DIRECTIONS FOR THIS TASK –
Output the full listing exactly as written, with no pictures in it.

....

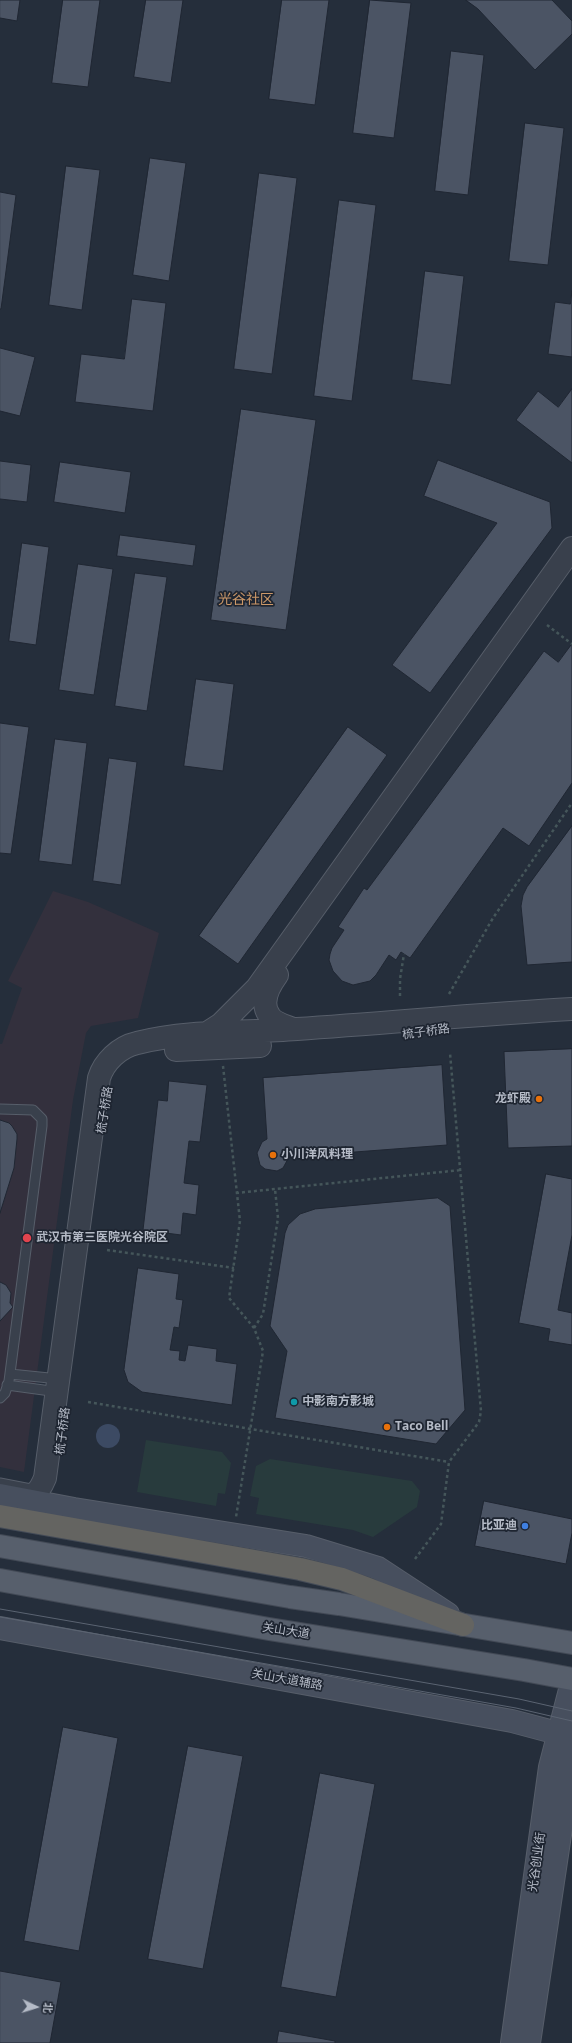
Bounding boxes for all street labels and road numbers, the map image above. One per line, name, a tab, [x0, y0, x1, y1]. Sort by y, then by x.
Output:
street label: 梳子桥路	[401, 1022, 451, 1042]
street label: 梳子桥路	[94, 1085, 116, 1135]
street label: 梳子桥路	[53, 1406, 73, 1456]
street label: 关山大道	[261, 1620, 311, 1642]
street label: 关山大道辅路	[250, 1667, 324, 1693]
street label: 光谷创业街	[526, 1831, 548, 1893]

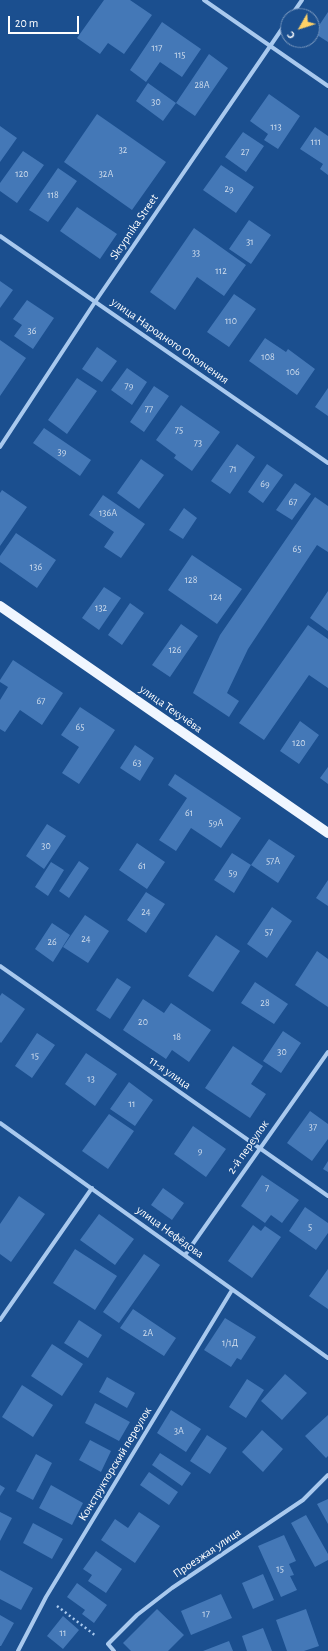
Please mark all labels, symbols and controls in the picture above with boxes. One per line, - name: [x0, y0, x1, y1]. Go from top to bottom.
- scale bar: [10, 8, 81, 34]
- north arrow: [280, 8, 320, 48]
- text: 20 m: [15, 17, 38, 29]
- text: С: [285, 29, 297, 41]
- house number: 117: [151, 42, 163, 54]
- house number: 115: [174, 49, 186, 61]
- house number: 28А: [194, 79, 210, 91]
- house number: 30: [151, 96, 161, 108]
- house number: 113: [271, 121, 281, 133]
- house number: 111: [311, 136, 321, 148]
- house number: 32: [119, 144, 127, 156]
- house number: 27: [241, 146, 249, 158]
- house number: 120: [15, 168, 29, 180]
- house number: 32А: [99, 168, 113, 180]
- house number: 29: [224, 183, 234, 195]
- house number: 118: [47, 189, 59, 201]
- street label: Skrypnika Street: [107, 191, 161, 263]
- house number: 31: [246, 236, 254, 248]
- house number: 33: [192, 247, 200, 259]
- house number: 112: [215, 265, 227, 277]
- street label: улица Народного Ополчения: [108, 295, 232, 387]
- house number: 110: [225, 315, 237, 327]
- house number: 36: [28, 325, 36, 337]
- house number: 108: [261, 351, 275, 363]
- house number: 106: [286, 366, 300, 378]
- house number: 79: [125, 380, 133, 392]
- house number: 77: [145, 403, 153, 415]
- house number: 75: [175, 424, 183, 436]
- house number: 73: [194, 437, 202, 449]
- house number: 39: [58, 446, 66, 458]
- house number: 71: [229, 463, 237, 475]
- house number: 69: [260, 478, 270, 490]
- house number: 67: [289, 496, 297, 508]
- house number: 136А: [99, 507, 117, 519]
- house number: 65: [293, 543, 301, 555]
- house number: 136: [30, 561, 42, 573]
- house number: 128: [185, 574, 197, 586]
- house number: 124: [210, 591, 222, 603]
- house number: 132: [95, 602, 107, 614]
- house number: 126: [169, 644, 181, 656]
- street label: улица Текучёва: [137, 682, 205, 736]
- house number: 67: [37, 695, 45, 707]
- house number: 65: [76, 721, 84, 733]
- house number: 120: [292, 737, 306, 749]
- house number: 63: [133, 757, 141, 769]
- house number: 61: [185, 807, 193, 819]
- house number: 59А: [209, 817, 223, 829]
- house number: 30: [41, 840, 51, 852]
- house number: 57А: [266, 855, 280, 867]
- house number: 61: [138, 860, 146, 872]
- house number: 59: [229, 867, 237, 879]
- house number: 24: [141, 906, 151, 918]
- house number: 57: [265, 926, 273, 938]
- house number: 24: [81, 933, 91, 945]
- house number: 26: [47, 936, 57, 948]
- house number: 28: [260, 997, 270, 1009]
- house number: 20: [138, 1016, 148, 1028]
- house number: 18: [173, 1031, 181, 1043]
- house number: 30: [277, 1046, 287, 1058]
- house number: 15: [31, 1050, 39, 1062]
- street label: 11-я улица: [146, 1053, 194, 1093]
- house number: 13: [87, 1073, 95, 1085]
- house number: 11: [129, 1098, 135, 1110]
- street label: 2-й переулок: [224, 1117, 272, 1177]
- house number: 37: [309, 1121, 317, 1133]
- house number: 9: [198, 1145, 202, 1157]
- house number: 7: [265, 1182, 269, 1194]
- street label: улица Нефёдова: [133, 1203, 207, 1261]
- house number: 5: [308, 1221, 312, 1233]
- house number: 2А: [143, 1327, 153, 1339]
- house number: 1/1Д: [222, 1337, 238, 1349]
- street label: Конструкторский переулок: [75, 1404, 155, 1524]
- house number: 3А: [174, 1425, 184, 1437]
- street label: Проезжая улица: [170, 1525, 244, 1581]
- house number: 15: [276, 1563, 284, 1575]
- house number: 17: [202, 1608, 210, 1620]
- house number: 11: [60, 1627, 66, 1639]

....

SOLUTION FOR THIS TASK –
Bounding boxes for all street labels and road numbers, the map image above. One per line, name, a tab, [x0, y0, x1, y1]. Sort by y, then by x.
Output:
street label: 梳子桥路	[401, 1022, 451, 1042]
street label: 梳子桥路	[94, 1085, 116, 1135]
street label: 梳子桥路	[53, 1406, 73, 1456]
street label: 关山大道	[261, 1620, 311, 1642]
street label: 关山大道辅路	[250, 1667, 324, 1693]
street label: 光谷创业街	[526, 1831, 548, 1893]

Please mark all labels, symbols and controls in the picture above with boxes. One per line, - name: [x0, y0, x1, y1]. Go from top to bottom.
- scale bar: [10, 8, 81, 34]
- north arrow: [280, 8, 320, 48]
- text: 20 m: [15, 17, 38, 29]
- text: С: [285, 29, 297, 41]
- house number: 117: [151, 42, 163, 54]
- house number: 115: [174, 49, 186, 61]
- house number: 28А: [194, 79, 210, 91]
- house number: 30: [151, 96, 161, 108]
- house number: 113: [271, 121, 281, 133]
- house number: 111: [311, 136, 321, 148]
- house number: 32: [119, 144, 127, 156]
- house number: 27: [241, 146, 249, 158]
- house number: 120: [15, 168, 29, 180]
- house number: 32А: [99, 168, 113, 180]
- house number: 29: [224, 183, 234, 195]
- house number: 118: [47, 189, 59, 201]
- street label: Skrypnika Street: [107, 191, 161, 263]
- house number: 31: [246, 236, 254, 248]
- house number: 33: [192, 247, 200, 259]
- house number: 112: [215, 265, 227, 277]
- street label: улица Народного Ополчения: [108, 295, 232, 387]
- house number: 110: [225, 315, 237, 327]
- house number: 36: [28, 325, 36, 337]
- house number: 108: [261, 351, 275, 363]
- house number: 106: [286, 366, 300, 378]
- house number: 79: [125, 380, 133, 392]
- house number: 77: [145, 403, 153, 415]
- house number: 75: [175, 424, 183, 436]
- house number: 73: [194, 437, 202, 449]
- house number: 39: [58, 446, 66, 458]
- house number: 71: [229, 463, 237, 475]
- house number: 69: [260, 478, 270, 490]
- house number: 67: [289, 496, 297, 508]
- house number: 136А: [99, 507, 117, 519]
- house number: 65: [293, 543, 301, 555]
- house number: 136: [30, 561, 42, 573]
- house number: 128: [185, 574, 197, 586]
- house number: 124: [210, 591, 222, 603]
- house number: 132: [95, 602, 107, 614]
- house number: 126: [169, 644, 181, 656]
- street label: улица Текучёва: [137, 682, 205, 736]
- house number: 67: [37, 695, 45, 707]
- house number: 65: [76, 721, 84, 733]
- house number: 120: [292, 737, 306, 749]
- house number: 63: [133, 757, 141, 769]
- house number: 61: [185, 807, 193, 819]
- house number: 59А: [209, 817, 223, 829]
- house number: 30: [41, 840, 51, 852]
- house number: 57А: [266, 855, 280, 867]
- house number: 61: [138, 860, 146, 872]
- house number: 59: [229, 867, 237, 879]
- house number: 24: [141, 906, 151, 918]
- house number: 57: [265, 926, 273, 938]
- house number: 24: [81, 933, 91, 945]
- house number: 26: [47, 936, 57, 948]
- house number: 28: [260, 997, 270, 1009]
- house number: 20: [138, 1016, 148, 1028]
- house number: 18: [173, 1031, 181, 1043]
- house number: 30: [277, 1046, 287, 1058]
- house number: 15: [31, 1050, 39, 1062]
- street label: 11-я улица: [146, 1053, 194, 1093]
- house number: 13: [87, 1073, 95, 1085]
- house number: 11: [129, 1098, 135, 1110]
- street label: 2-й переулок: [224, 1117, 272, 1177]
- house number: 37: [309, 1121, 317, 1133]
- house number: 9: [198, 1145, 202, 1157]
- house number: 7: [265, 1182, 269, 1194]
- street label: улица Нефёдова: [133, 1203, 207, 1261]
- house number: 5: [308, 1221, 312, 1233]
- house number: 2А: [143, 1327, 153, 1339]
- house number: 1/1Д: [222, 1337, 238, 1349]
- street label: Конструкторский переулок: [75, 1404, 155, 1524]
- house number: 3А: [174, 1425, 184, 1437]
- street label: Проезжая улица: [170, 1525, 244, 1581]
- house number: 15: [276, 1563, 284, 1575]
- house number: 17: [202, 1608, 210, 1620]
- house number: 11: [60, 1627, 66, 1639]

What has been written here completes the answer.